Traditional methods for measuring ventilation (airflow) and perfusion (blood flow) in the lungs rely on radioactive contrast agents or long breath-holds. In contrast-free MRI, we can extract these signals from the tiny fluctuations caused by breathing and heartbeat cycles. However, filtering this signal is highly challenging.

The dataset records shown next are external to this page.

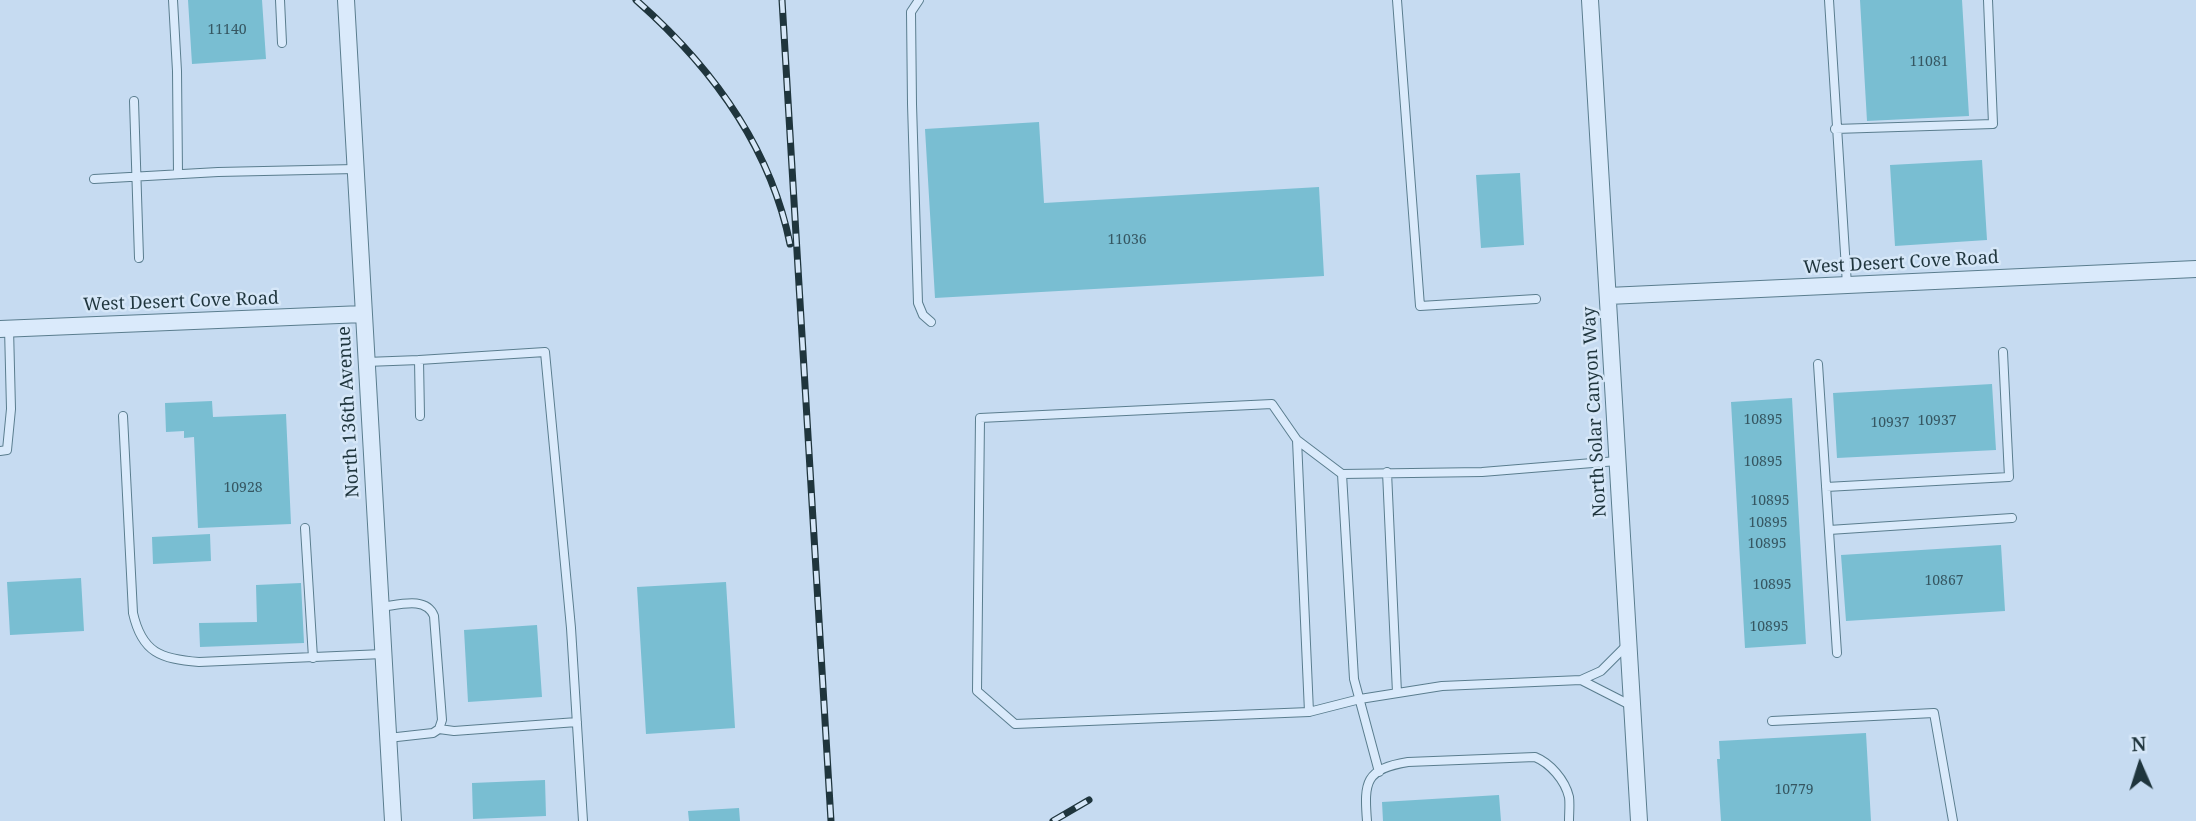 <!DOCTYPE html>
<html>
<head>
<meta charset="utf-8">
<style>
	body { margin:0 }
	#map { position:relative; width:2196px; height:821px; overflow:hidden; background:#c6dbf1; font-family:"Noto Serif",serif }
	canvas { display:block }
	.north { position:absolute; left:2105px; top:730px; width:70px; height:70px; -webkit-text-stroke:5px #d6e7f8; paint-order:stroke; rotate:357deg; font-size:19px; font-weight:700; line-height:28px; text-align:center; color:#1f353d }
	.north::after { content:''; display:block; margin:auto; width:24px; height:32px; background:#1f353d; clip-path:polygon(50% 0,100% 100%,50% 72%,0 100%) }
</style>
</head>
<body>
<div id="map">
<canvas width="2196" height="821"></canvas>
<div class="north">N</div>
</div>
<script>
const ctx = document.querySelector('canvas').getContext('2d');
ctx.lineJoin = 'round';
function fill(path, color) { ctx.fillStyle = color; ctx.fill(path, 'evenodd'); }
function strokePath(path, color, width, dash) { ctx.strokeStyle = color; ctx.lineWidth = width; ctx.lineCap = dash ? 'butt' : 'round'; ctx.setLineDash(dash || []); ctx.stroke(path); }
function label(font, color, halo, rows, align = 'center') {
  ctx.font = font + ' "Noto Serif",serif'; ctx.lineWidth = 5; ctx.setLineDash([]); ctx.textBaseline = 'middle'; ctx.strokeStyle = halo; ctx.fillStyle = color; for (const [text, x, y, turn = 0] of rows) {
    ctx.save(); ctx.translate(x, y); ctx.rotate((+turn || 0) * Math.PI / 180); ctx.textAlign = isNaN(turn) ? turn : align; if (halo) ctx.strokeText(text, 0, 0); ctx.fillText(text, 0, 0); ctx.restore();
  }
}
const building = new Path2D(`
	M188,0h74l4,59 -74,5z
	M1860,0h102l7,116 -102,5z
	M1039,122l5,81 275,-16 5,89 -389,22 -10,-169z
	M1982,160l5,80 -92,6 -5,-81z
	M1520,173l4,72 -43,3 -5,-73z
	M1992,384l4,66 -159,8 -4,-65z
	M1792,398l14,246 -61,4 -14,-246z
	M212,401l1,16 73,-3 5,110 -93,4 -4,-91 -10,1v-7l-18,1 -1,-29z
	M210,534l1,27 -58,3 -1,-27z
	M2001,545l4,66 -159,10 -5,-66z
	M81,578l3,53 -74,4 -3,-53z
	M726,582l9,146 -89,6 -9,-147z
	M301,583l3,60 -104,4 -1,-24 58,-1 -1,-37z
	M537,625l5,72 -74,5 -4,-72z
	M1866,733l5,88h-150l-4,-62h3l-1,-18z
	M545,780l1,36 -73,3 -1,-36z
	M1499,795l2,26h-118l-1,-19z
	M739,808l1,13h-51l-1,-10z`);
const lane = new Path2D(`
	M173,0l4,71 1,103
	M280,0l2,43
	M919,0l-8,12 1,92 6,199 5,12 8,7
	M1397,0l23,306 116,-7
	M1829,0l18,285
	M134,101l5,157
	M1835,129l158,-5 -5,-124
	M94,179l124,-7 137,-3
	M419,360l126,-8 26,276 12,193
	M366,362l53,-2 1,56
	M1818,364l19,289
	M123,416l10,197c9,40 28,46 66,49l184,-8
	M1297,440l45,34
	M0,451l7,-1 4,-41 -2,-81
	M1387,472l10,221
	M1826,487l183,-10 -6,-125
	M305,528l8,130
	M1829,530l183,-12
	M380,607c19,-2 46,-11 54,9l8,104 -3,9 -6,4 -45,5
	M1628,644l-27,27 -20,9 51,26
	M1309,712l-12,-272 -25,-36 -292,14 -3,273 38,33 294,-12 51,-13 82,-13 139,-6
	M1772,721l162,-8 19,108
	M439,729l15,2 123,-9
	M1379,772l-25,-93 -12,-205 140,-2 135,-11
	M1367,821c-3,-39 -2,-52 41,-59l127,-5c15,6 30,23 34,40 1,7 0,16 0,24`);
const street = new Path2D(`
	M346,0l47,821
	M1590,0l49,821
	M1608,296l588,-27
	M0,329l363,-15`);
const rail = new Path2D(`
	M636,0c74,65 134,145 154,244
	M782,0l49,821
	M1053,821l36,-21`);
const numberNames = [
	["11140",227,30],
	["11081",1929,62],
	["11036",1127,240],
	["10895",1763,420],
	["10937",1937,421],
	["10937",1890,423],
	["10895",1763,462],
	["10928",243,488],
	["10895",1770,501],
	["10895",1768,523],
	["10895",1767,544],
	["10867",1944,581],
	["10895",1772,585],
	["10895",1769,627],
	["10779",1794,790]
];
const streetNames = [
	["West Desert Cove Road",1901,263,-3],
	["West Desert Cove Road",181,302,-2],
	["North 136th Avenue",349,412,-93],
	["North Solar Canyon Way",1595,412,-93]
];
fill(building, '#79bed2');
strokePath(lane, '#5a7d8e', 10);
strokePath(street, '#5a7d8e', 18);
strokePath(lane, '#daeafb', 8);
strokePath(street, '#daeafb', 16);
strokePath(rail, '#1f353d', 7);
strokePath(rail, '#d6e7f8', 4.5, [13]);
label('14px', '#365762', null, numberNames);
label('18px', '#1f353d', '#d6e7f8', streetNames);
</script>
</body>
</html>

The Problem with Matrix Pencil Decomposition

Matrix Pencil (MP) decomposition is the current standard for separating breathing and cardiac frequencies. But MP is highly sensitive to noise, irregular breathing patterns, and scanner drift. If a patient coughs or inhales irregularly, the mathematical fit breaks down.

Enter VQ-Wave

To solve this, we developed VQ-Wave: a spatiotemporal deep learning framework. VQ-Wave uses inception-style networks trained on synthetic physical models of lung motion and flow dynamics. Because it learns both spatial correlations (how neighboring pixels move) and temporal profiles, it separates flow components with high fidelity.

Crucially, VQ-Wave is robust enough to reduce standard acquisition scan times from 45 seconds to just 15 seconds. This makes contrast-free functional lung MRI feasible for pediatric and elderly patients who cannot perform long, stable breath-holds.